The internet has brought unprecedented opportunities to connect, share, learn and express opinions on matters that affect peoples’ lives. While the opportunities for children are not any different, the levels of safety and privacy for this age group need to be much tighter.
The Children’s Online Privacy Protection Act 1998 (COPPA) was passed by the US Federal Trade Commission (FTC) to help protect children’s privacy online. Under it, websites are required to use an approved service to verify parental consent if they engage with, or market to children under the age of 13. The law also applies to websites or online services directed to a general audience that have knowledge they are collecting data from children and those running third-party services like an ad network or plug-in.
So how effective is the law and how does it impact business?
The FTC has handed out millions of dollars in COPPA fines to companies such as Yelpand Path for collecting personal information without parent’s consent, but according to internet lawyer Richard Chapo, there is more it could do.
“The FTC averages at about two cases a year where it enforces the law, which is a mockery compared to the hundreds and thousands of websites and apps that have no COPPA compliance.”
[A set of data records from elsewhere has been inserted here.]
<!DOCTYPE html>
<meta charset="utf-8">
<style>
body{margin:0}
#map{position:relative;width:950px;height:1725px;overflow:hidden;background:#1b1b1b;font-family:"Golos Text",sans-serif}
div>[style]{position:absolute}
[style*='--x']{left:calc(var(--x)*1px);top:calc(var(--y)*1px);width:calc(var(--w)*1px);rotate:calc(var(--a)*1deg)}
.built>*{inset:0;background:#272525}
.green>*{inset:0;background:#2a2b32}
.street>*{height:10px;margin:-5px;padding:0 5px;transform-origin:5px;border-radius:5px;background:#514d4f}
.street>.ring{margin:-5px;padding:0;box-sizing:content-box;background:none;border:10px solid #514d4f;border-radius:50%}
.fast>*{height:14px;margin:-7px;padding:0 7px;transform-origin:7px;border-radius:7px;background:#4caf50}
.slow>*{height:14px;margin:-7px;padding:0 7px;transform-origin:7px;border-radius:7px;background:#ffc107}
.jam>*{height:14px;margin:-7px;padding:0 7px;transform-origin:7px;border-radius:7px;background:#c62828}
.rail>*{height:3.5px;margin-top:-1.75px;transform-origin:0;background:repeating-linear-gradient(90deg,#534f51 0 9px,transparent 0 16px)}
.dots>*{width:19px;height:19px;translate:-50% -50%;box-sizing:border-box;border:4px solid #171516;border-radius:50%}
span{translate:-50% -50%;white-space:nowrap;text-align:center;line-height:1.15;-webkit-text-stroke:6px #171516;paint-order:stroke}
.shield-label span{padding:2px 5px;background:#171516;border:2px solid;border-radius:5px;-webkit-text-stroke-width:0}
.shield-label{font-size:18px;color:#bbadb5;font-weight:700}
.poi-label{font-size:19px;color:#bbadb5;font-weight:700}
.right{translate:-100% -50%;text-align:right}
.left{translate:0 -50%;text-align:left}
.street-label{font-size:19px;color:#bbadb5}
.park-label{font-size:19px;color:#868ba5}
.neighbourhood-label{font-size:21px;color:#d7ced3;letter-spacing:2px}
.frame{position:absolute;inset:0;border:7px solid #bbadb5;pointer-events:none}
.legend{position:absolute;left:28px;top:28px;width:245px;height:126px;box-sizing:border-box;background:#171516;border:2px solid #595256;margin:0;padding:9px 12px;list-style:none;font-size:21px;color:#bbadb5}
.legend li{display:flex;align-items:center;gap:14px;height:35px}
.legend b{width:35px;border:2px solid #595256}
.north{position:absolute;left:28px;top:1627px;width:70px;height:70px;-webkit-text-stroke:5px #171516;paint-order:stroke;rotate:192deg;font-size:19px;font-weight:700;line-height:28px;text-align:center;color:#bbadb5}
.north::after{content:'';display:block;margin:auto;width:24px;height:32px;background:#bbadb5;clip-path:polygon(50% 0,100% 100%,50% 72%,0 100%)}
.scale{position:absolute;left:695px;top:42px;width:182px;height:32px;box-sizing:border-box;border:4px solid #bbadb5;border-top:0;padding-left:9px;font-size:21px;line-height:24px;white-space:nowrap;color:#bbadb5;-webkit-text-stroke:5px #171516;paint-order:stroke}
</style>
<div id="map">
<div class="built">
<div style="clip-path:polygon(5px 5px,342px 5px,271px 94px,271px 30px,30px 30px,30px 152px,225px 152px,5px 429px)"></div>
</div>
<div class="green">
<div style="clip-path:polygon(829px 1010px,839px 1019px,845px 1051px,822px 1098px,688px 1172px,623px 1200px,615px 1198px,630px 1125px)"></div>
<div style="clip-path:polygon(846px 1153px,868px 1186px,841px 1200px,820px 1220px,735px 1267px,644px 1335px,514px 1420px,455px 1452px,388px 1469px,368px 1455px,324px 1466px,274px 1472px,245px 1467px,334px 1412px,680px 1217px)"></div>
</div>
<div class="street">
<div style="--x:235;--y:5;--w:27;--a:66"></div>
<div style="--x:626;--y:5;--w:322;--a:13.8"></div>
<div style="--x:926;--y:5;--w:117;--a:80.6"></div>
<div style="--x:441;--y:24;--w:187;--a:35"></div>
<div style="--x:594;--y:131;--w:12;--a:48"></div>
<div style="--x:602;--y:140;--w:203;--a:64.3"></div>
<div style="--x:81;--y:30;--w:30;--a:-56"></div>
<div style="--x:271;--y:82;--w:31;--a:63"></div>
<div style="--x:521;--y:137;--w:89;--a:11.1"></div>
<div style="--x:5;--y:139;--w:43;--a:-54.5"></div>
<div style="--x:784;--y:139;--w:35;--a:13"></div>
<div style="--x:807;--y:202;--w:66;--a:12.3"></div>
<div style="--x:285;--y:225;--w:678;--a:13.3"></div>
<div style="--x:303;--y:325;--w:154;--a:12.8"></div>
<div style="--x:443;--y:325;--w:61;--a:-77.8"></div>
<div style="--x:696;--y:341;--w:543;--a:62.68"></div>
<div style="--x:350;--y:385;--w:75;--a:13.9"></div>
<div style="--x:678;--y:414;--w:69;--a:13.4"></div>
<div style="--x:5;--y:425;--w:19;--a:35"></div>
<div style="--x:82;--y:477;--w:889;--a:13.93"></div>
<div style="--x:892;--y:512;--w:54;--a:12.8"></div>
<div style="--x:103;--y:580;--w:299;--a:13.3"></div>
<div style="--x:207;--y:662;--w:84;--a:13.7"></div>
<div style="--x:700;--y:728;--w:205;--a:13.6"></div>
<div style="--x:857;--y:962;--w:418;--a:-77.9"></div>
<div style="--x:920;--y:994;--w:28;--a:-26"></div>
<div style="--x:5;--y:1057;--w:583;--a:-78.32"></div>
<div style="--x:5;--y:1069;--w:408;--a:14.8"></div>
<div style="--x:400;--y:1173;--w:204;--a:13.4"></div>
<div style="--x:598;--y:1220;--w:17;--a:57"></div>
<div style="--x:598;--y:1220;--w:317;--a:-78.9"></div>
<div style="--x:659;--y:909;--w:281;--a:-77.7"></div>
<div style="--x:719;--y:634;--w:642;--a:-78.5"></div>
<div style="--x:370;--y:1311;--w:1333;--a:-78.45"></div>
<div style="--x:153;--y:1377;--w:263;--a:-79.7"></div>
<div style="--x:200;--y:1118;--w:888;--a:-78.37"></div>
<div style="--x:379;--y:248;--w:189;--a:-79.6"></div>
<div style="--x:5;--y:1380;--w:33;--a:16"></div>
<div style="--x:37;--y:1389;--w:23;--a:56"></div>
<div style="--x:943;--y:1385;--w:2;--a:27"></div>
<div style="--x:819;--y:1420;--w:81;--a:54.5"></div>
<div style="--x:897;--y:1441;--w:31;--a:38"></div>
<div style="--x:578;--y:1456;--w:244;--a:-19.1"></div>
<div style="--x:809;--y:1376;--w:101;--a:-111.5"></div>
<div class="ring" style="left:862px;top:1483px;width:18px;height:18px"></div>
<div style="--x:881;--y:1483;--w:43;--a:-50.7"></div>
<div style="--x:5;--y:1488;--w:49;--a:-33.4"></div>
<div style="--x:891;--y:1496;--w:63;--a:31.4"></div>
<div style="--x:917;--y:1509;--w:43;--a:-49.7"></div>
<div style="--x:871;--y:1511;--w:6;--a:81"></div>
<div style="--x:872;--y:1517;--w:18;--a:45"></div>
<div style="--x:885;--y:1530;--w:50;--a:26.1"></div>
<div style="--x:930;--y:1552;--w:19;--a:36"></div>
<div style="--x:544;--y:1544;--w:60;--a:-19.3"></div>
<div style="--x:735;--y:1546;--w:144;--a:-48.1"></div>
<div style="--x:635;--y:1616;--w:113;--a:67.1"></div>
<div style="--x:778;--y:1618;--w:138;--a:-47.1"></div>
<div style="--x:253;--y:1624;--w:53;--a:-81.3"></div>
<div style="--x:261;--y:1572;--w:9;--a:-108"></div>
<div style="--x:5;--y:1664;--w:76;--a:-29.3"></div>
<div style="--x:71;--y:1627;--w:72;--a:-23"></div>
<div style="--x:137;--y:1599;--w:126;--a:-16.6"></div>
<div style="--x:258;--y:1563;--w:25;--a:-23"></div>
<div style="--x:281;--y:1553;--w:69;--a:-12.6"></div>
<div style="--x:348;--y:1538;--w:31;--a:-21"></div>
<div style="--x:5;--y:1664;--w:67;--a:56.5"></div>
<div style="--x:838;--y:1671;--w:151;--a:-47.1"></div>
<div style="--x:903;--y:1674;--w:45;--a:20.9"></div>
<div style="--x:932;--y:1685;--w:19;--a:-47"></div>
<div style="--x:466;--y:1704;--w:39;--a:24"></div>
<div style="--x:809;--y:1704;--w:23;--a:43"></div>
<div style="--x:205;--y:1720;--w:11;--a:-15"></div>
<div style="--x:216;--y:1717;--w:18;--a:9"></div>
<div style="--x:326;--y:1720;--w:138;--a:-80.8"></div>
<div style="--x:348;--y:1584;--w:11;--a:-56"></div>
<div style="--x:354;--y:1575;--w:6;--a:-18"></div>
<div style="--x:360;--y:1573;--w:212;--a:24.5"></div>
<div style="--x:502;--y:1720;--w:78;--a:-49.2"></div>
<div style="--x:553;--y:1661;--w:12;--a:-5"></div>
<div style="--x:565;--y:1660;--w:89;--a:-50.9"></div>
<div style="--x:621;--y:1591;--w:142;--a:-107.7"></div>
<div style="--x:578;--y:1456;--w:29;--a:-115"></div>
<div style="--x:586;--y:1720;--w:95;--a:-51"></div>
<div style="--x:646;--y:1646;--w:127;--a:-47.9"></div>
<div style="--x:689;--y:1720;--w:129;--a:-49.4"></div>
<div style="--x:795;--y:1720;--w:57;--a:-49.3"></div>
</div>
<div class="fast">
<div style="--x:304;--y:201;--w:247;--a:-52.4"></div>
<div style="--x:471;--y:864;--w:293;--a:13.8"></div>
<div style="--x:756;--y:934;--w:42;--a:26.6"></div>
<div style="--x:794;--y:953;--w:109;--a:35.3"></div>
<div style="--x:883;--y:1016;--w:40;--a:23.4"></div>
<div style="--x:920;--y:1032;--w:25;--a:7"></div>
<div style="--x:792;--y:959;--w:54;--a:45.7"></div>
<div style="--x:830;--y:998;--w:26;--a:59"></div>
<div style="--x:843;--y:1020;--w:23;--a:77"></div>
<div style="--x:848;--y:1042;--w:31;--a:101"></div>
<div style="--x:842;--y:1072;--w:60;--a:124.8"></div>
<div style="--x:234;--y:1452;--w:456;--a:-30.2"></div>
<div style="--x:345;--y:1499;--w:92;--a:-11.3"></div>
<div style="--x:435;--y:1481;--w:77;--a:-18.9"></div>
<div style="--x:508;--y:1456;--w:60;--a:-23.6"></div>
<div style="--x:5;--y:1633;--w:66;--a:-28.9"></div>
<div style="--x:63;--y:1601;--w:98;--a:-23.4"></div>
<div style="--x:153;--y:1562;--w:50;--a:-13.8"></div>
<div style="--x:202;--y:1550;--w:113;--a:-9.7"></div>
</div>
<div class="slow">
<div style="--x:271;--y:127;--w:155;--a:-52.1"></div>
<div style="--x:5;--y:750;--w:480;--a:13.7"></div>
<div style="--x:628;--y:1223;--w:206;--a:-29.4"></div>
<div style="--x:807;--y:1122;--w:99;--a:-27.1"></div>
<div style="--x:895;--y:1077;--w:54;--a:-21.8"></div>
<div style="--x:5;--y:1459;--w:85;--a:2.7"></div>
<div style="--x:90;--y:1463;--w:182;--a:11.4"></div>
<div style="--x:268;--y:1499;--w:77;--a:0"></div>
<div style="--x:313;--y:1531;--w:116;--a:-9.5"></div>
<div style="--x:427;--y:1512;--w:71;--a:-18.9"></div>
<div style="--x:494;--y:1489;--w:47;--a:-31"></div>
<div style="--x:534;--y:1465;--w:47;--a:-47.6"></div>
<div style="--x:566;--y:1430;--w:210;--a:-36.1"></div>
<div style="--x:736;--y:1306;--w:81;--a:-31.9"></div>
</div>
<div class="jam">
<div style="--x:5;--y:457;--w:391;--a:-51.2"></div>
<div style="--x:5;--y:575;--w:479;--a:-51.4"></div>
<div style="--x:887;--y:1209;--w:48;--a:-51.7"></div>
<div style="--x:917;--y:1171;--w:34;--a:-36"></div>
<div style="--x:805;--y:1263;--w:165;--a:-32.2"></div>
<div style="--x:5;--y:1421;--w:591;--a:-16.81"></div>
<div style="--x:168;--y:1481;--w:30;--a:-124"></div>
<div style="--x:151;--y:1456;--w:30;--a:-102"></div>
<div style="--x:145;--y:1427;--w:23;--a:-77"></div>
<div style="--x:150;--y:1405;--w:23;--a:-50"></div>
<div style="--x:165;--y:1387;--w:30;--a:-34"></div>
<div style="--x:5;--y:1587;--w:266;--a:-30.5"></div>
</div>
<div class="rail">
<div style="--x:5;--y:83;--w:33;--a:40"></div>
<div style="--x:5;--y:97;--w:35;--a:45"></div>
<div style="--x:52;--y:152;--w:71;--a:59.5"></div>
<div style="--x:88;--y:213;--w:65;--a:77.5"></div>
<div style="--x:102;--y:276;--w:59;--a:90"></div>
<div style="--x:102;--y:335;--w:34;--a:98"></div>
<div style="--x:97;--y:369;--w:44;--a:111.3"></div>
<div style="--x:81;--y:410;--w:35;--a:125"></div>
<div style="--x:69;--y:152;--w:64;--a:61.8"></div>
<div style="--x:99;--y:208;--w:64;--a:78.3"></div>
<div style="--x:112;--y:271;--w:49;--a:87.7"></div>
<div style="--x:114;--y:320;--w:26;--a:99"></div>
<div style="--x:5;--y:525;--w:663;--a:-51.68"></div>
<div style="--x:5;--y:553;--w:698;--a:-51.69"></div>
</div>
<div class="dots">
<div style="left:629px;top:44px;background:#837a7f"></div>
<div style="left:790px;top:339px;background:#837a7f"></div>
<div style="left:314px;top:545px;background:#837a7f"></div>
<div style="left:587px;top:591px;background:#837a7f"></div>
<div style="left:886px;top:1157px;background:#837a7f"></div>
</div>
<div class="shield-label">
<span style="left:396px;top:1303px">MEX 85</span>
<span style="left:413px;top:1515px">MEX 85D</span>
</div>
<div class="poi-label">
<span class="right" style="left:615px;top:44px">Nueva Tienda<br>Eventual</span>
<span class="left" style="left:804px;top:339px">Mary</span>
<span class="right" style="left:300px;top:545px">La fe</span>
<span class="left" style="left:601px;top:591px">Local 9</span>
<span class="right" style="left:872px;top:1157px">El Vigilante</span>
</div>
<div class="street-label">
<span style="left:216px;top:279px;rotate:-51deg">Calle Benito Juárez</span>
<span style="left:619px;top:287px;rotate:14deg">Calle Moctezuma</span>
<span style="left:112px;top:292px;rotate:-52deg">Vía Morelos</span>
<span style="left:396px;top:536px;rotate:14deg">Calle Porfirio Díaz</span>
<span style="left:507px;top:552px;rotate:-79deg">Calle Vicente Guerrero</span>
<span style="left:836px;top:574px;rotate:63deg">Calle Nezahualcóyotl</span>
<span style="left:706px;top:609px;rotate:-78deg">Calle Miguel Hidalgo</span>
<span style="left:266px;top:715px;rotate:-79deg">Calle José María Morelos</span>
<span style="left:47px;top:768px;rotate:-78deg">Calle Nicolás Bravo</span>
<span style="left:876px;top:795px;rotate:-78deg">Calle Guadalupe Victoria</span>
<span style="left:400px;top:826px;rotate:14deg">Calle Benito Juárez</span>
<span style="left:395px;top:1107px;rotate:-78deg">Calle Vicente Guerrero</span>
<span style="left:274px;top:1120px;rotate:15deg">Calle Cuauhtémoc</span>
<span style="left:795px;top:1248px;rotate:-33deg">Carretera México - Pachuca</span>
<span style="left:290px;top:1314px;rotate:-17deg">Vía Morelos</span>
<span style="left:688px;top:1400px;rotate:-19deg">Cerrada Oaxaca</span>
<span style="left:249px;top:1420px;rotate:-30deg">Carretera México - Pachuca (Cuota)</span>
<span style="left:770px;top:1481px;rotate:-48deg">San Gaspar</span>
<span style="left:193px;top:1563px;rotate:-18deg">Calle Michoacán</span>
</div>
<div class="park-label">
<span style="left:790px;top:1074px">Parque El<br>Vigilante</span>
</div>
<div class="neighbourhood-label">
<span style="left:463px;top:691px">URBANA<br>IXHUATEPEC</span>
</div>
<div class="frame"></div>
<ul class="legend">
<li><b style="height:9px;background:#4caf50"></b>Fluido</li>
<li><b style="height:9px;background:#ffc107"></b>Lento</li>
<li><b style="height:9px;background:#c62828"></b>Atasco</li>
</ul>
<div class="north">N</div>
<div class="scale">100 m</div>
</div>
FTC expands data protection
However, the FTC recently ruffled some industry feathers by targeting mobile app developers LAI Systems LLC and Retro Dreamer for allegedly collecting unique data linked to children for the purpose of advertising. The allegations, which the app developers agreed to pay a combined $360,000 (£252,000) to resolve, mark the first time that the commission has based an enforcement action solely on a company’s collection and use of “persistent identifiers”, a category of data that was added to the COPPA rule’s definition of personal information in 2013. Persistent identifiers are bits of code such as cookies that can be used to identify a person over time across different websites and apps.
Overall, the prosecutions that have occurred mostly focus on domestic companies but because COPPA extends to foreign websites and online services that collect information from children in the US, it has also sent warnings overseas.
In 2014 the FTC issued a public warning letter to Chinese app developer BabyBus regarding potential violations of COPPA. It made a clear case that BabyBus needed to comply with COPPA because it sells apps through the iTunes and Android app stores which target US consumers. Subsequently all BabyBus apps were pulled by Google from the Android store. The company responded to the FTC’s letter with a statement on its website saying it intended to bring its apps into compliance with US law.
“In these cases the FTC will seek judicial injunctions barring foreign offending companies from accessing consumer markets in the US. It will also likely seek a “till tap” order requiring all companies based in the US that are handling any part of the monetary transaction to transfer the revenues to the FTC instead of the international entity in question. Both are devastating results for the corporate entity,” said Chapo.
Traditionally, most companies focus on COPPA compliance over any laws in the EU member states because enforcement actions in the EU have been considered a remote risk. However, this may soon change. Article 8 of the new General Data Protection Regulation, drafted in January, describes a COPPA-like compliance process but the triggering age for compliance will be “under 16” instead of 13. This higher age limit could radically alter the children’s privacy landscape online as there are millions of teens between the ages of 13 and 16 on social networking sites.